**Exercise**
Write out each line of the records that has "save" in it.
───── Study material
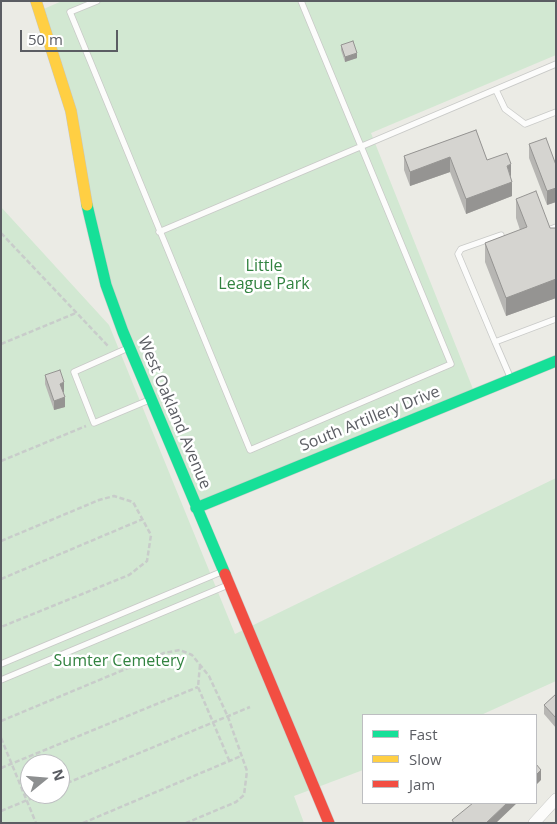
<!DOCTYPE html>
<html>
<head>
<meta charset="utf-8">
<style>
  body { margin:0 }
  #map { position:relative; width:557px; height:824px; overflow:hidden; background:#ebebe5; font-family:"Open Sans",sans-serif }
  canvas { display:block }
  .frame { position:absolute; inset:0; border:2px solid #5b5d63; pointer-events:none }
  .legend { position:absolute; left:362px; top:714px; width:175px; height:90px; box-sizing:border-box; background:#fff; border:1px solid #bdbec1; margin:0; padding:6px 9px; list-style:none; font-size:15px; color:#5b5d63 }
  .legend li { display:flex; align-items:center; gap:10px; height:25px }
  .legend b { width:25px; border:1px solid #bdbec1 }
  .north { position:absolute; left:20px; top:754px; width:50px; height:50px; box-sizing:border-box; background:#fff; border:1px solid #bdbec1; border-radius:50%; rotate:73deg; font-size:14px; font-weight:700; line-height:20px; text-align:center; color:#5b5d63 }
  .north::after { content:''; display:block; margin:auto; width:18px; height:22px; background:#8d8f90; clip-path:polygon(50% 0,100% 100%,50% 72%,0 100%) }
  .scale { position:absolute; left:20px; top:30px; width:98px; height:22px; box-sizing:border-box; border:2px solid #5b5d63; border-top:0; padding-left:6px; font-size:15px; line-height:18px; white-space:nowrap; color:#5b5d63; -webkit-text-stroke:4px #fff; paint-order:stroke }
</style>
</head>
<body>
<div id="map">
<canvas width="557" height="824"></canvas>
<div class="frame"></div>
<ul class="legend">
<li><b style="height:6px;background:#16e098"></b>Fast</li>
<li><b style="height:6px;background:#ffcf43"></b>Slow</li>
<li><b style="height:6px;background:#f24e42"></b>Jam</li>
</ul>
<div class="north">N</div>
<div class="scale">50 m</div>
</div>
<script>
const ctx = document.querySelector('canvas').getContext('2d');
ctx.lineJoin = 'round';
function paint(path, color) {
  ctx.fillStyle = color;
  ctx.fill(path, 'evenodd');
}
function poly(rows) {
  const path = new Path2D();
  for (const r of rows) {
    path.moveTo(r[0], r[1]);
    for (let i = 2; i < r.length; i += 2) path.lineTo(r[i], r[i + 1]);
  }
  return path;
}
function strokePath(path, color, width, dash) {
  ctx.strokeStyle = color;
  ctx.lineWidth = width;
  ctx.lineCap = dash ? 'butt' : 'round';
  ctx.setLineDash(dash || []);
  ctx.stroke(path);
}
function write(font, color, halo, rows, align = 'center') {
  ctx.font = font + ' "Open Sans",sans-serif';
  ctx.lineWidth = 5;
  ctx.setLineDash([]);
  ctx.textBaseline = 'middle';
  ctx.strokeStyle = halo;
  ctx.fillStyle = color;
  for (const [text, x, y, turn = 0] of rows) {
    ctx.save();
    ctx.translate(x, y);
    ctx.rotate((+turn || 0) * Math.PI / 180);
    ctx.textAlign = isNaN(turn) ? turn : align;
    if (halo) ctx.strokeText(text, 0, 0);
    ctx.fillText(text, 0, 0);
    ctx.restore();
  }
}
paint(poly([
  [62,1,556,1,556,55,371,133,475,394,196,508,123,332,39,11],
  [1,207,109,325,235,634,556,478,556,681,481,715,363,715,363,770,294,796,304,823,1,823],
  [30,764,60,764,60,794,30,794]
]), '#d2e8d2');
const lane = poly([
  [97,1,70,12,250,450,451,364,301,1],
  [496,90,505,109,525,124,556,112],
  [556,227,551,229,556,242],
  [159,232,556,64],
  [495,342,458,254,461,249,501,235],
  [128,348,74,372,94,423,149,400],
  [511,379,495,342,556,319],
  [1,664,221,572],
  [1,680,228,585]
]);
const street = poly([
  [534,823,556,799]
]);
const fast = poly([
  [87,205,106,285,123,332,225,574],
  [196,508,556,361]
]);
const slow = poly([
  [36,1,71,111,87,205]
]);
const jam = poly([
  [225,574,329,823]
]);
strokePath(lane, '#c8c9c7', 7);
strokePath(street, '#c8c9c7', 12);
strokePath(fast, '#c6c7c6', 12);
strokePath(slow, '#c6c7c6', 12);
strokePath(jam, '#c6c7c6', 12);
strokePath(poly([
  [1,233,108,346],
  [1,344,76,313],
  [1,461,86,426],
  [1,541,99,500,114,496,133,502,151,535,147,561,129,575,1,627],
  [1,579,143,519],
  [200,665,198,687,229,760],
  [1,721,164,653,180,650,192,655,209,676,228,717,247,771,244,795,236,802,186,823],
  [1,738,36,823],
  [1,768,198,687],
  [60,786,250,707],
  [1,811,42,794],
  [83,823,241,756]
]), '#c8ccca', 2.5, [5, 2.5]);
strokePath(lane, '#fcfcfb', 5.5);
strokePath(street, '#fcfcfb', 11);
strokePath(fast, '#16e098', 11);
strokePath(slow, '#ffcf43', 11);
strokePath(jam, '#f24e42', 11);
paint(poly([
  [341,45,357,58,345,62,341,50],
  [476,130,487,160,511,178,512,196,466,214,450,172,410,186,404,170,404,156],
  [529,144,556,165,556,202,547,205,529,158],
  [516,199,550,228,556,228,556,298,506,316,485,262,485,243,520,230,516,218],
  [45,375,64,392,63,392,65,407,54,410,45,384],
  [556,694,556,728,544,714,544,705]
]), '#b7b6b3');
paint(poly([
  [357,53,357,58,345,62,345,57],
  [450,157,450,172,410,186,410,172],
  [511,164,511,178,507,166],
  [512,182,512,196,466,214,466,199],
  [556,188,556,202,547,205,547,191],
  [556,279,556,298,506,316,506,298],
  [64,382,64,392,60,393,60,384],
  [65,397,65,407,54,410,54,401],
  [541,770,541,780,536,785,536,775],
  [507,803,517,803,496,823,486,823]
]), '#959492');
const building = poly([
  [353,41,357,53,345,57,341,45,353,41],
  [476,130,487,160,507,153,511,164,507,166,512,182,466,199,450,157,410,172,404,156,476,130],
  [546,138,556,165,556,188,547,191,529,144,546,138],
  [536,191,550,228,556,228,556,279,506,298,485,243,527,227,516,199,536,191],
  [60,370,64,382,60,384,65,397,54,401,45,375,60,370],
  [556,694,556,718,544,705,556,694],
  [536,764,541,770,536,775,536,764],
  [473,803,507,803,486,823,454,823,452,820,473,803]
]);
paint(building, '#d5d4d0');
strokePath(building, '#959492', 1);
write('16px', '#328340', '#fff', [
  ["Little",264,266],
  ["League Park",264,284],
  ["Sumter Cemetery",119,661]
]);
write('16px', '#5b5d63', '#fff', [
  ["West Oakland Avenue",174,413,67],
  ["South Artillery Drive",370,419,-22]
]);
</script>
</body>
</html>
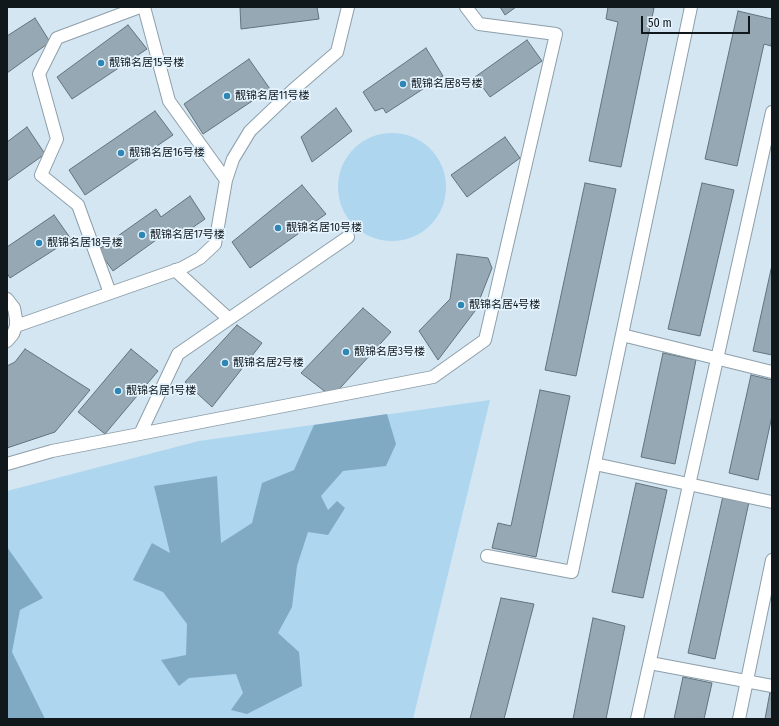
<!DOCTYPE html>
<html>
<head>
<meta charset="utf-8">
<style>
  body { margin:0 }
  #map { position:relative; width:779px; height:726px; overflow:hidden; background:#d3e6f2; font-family:"Fira Sans Condensed",sans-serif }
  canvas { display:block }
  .frame { position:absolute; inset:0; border:8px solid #11181c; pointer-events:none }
  .scale { position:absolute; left:641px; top:16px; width:109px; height:18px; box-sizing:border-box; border:2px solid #11181c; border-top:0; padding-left:5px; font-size:12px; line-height:14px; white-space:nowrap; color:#11181c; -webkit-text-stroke:3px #e4f3fd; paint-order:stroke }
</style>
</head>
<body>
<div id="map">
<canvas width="779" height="726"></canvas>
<div class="frame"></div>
<div class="scale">50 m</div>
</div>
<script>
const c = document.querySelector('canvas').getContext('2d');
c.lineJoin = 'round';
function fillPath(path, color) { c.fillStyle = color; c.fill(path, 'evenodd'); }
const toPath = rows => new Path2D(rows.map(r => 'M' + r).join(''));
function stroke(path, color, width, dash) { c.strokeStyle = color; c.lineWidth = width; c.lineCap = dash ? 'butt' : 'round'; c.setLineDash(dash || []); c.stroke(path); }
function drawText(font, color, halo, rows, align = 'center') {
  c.font = font + ' "Fira Sans Condensed","Noto Sans SC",sans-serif'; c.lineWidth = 3.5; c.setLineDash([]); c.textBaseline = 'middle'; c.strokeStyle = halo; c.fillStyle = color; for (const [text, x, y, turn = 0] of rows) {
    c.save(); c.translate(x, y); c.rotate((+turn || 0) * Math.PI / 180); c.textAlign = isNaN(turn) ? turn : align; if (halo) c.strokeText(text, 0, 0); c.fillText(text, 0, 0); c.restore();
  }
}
const green = toPath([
  '338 187a54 54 0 1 1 108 0a54 54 0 1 1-108 0Z',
  [490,400,413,719,7,719,7,491,199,441]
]);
const forest = toPath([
  [387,414,396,444,386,466,343,471,321,496,328,510,337,501,345,508,328,535,308,532,297,566,292,607,278,633,299,652,302,686,247,714,231,710,243,693,236,674,189,678,179,686,161,660,186,655,187,624,163,592,133,580,152,543,170,553,154,486,217,476,221,543,252,523,262,483,294,470,314,425],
  [7,547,43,598,20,610,12,652,45,719,7,719]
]);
const building = toPath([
  [240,7,317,7,319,19,241,29,240,7],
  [500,7,516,7,505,15,500,7],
  [608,7,649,7,654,8,621,167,589,161,618,22,606,19,608,7],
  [738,11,772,19,772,40,771,46,764,44,737,166,705,159,738,11],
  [35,18,50,42,7,73,7,36,35,18],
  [128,25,147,49,72,99,57,77,128,25],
  [527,40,542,61,490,97,475,77,527,40],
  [426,48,443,76,386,113,383,108,375,111,363,92,426,48],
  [249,59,270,89,203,134,184,104,249,59],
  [336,108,352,131,312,162,301,137,336,108],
  [155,111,173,135,85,195,69,170,155,111],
  [27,127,45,154,7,181,7,142,27,127],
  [505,137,520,158,467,197,451,175,505,137],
  [585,183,616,189,576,376,545,370,585,183],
  [702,183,734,190,700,336,668,329,702,183],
  [302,185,326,214,250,268,232,242,302,185],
  [190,196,205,219,176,239,170,230,113,271,98,250,156,209,161,217,190,196],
  [54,215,71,239,10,278,7,273,7,247,54,215],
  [457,254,488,258,492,268,475,311,438,360,419,331,450,299,457,254],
  [772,265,772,355,753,351,772,265],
  [363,308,391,332,332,397,301,373,363,308],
  [237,325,262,343,212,407,185,382,237,325],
  [25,349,90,390,55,432,7,448,7,366,15,362,25,349],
  [131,349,158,371,105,434,78,412,131,349],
  [663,353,696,360,675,464,641,457,663,353],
  [751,375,772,380,772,416,758,480,729,473,751,375],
  [540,390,570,396,536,557,492,548,498,523,511,526,540,390],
  [636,483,667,490,643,598,612,592,636,483],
  [723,496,749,502,715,659,688,653,723,496],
  [501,598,534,604,504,719,470,719,501,598],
  [593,618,625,626,606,719,573,719,593,618],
  [683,677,712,683,704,719,674,719,683,677],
  [770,692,772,692,772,719,765,719,770,692]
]);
const street = toPath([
  [144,7,169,101,226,180],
  [175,270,229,319],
  [110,293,78,205,41,175,57,139,39,74,57,38,140,7],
  [7,299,14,308,16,319,16,326,13,334,7,341],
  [16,326,182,268,200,258,215,244,226,180,233,159,250,131,293,90,337,52,348,7],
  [622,335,772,372],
  [140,434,178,354,348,237],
  [7,464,52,451,433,377,485,340,556,34,479,24,466,7],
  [595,464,772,502],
  [487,556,572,572,691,7],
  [650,663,772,686],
  [637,719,772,112],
  [739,719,772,560]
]);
const markers = [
  [101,63,4,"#2d86b4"],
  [403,84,4,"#2d86b4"],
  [227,96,4,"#2d86b4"],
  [121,153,4,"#2d86b4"],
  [278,228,4,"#2d86b4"],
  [142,235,4,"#2d86b4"],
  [39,243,4,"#2d86b4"],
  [461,305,4,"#2d86b4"],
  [346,352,4,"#2d86b4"],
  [225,363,4,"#2d86b4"],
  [118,391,4,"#2d86b4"]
];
const poiNames = [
  ["靓锦名居15号楼",109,63],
  ["靓锦名居8号楼",411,84],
  ["靓锦名居11号楼",235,96],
  ["靓锦名居16号楼",129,153],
  ["靓锦名居10号楼",286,228],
  ["靓锦名居17号楼",150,235],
  ["靓锦名居18号楼",47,243],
  ["靓锦名居4号楼",469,305],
  ["靓锦名居3号楼",354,352],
  ["靓锦名居2号楼",233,363],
  ["靓锦名居1号楼",126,391]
];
fillPath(green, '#aed6ef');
fillPath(forest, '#80aac4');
fillPath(building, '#96a8b3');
stroke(building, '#62737d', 1);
stroke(street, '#8d9faa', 14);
stroke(street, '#fff', 12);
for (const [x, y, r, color] of markers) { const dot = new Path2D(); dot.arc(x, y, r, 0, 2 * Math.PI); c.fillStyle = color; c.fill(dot); stroke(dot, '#e4f3fd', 1.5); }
drawText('11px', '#11181c', '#e4f3fd', poiNames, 'left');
</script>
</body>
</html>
──────────
**Response area**
    ctx.save();
    c.save(); c.translate(x, y); c.rotate((+turn || 0) * Math.PI / 180); c.textAlign = isNaN(turn) ? turn : align; if (halo) c.strokeText(text, 0, 0); c.fillText(text, 0, 0); c.restore();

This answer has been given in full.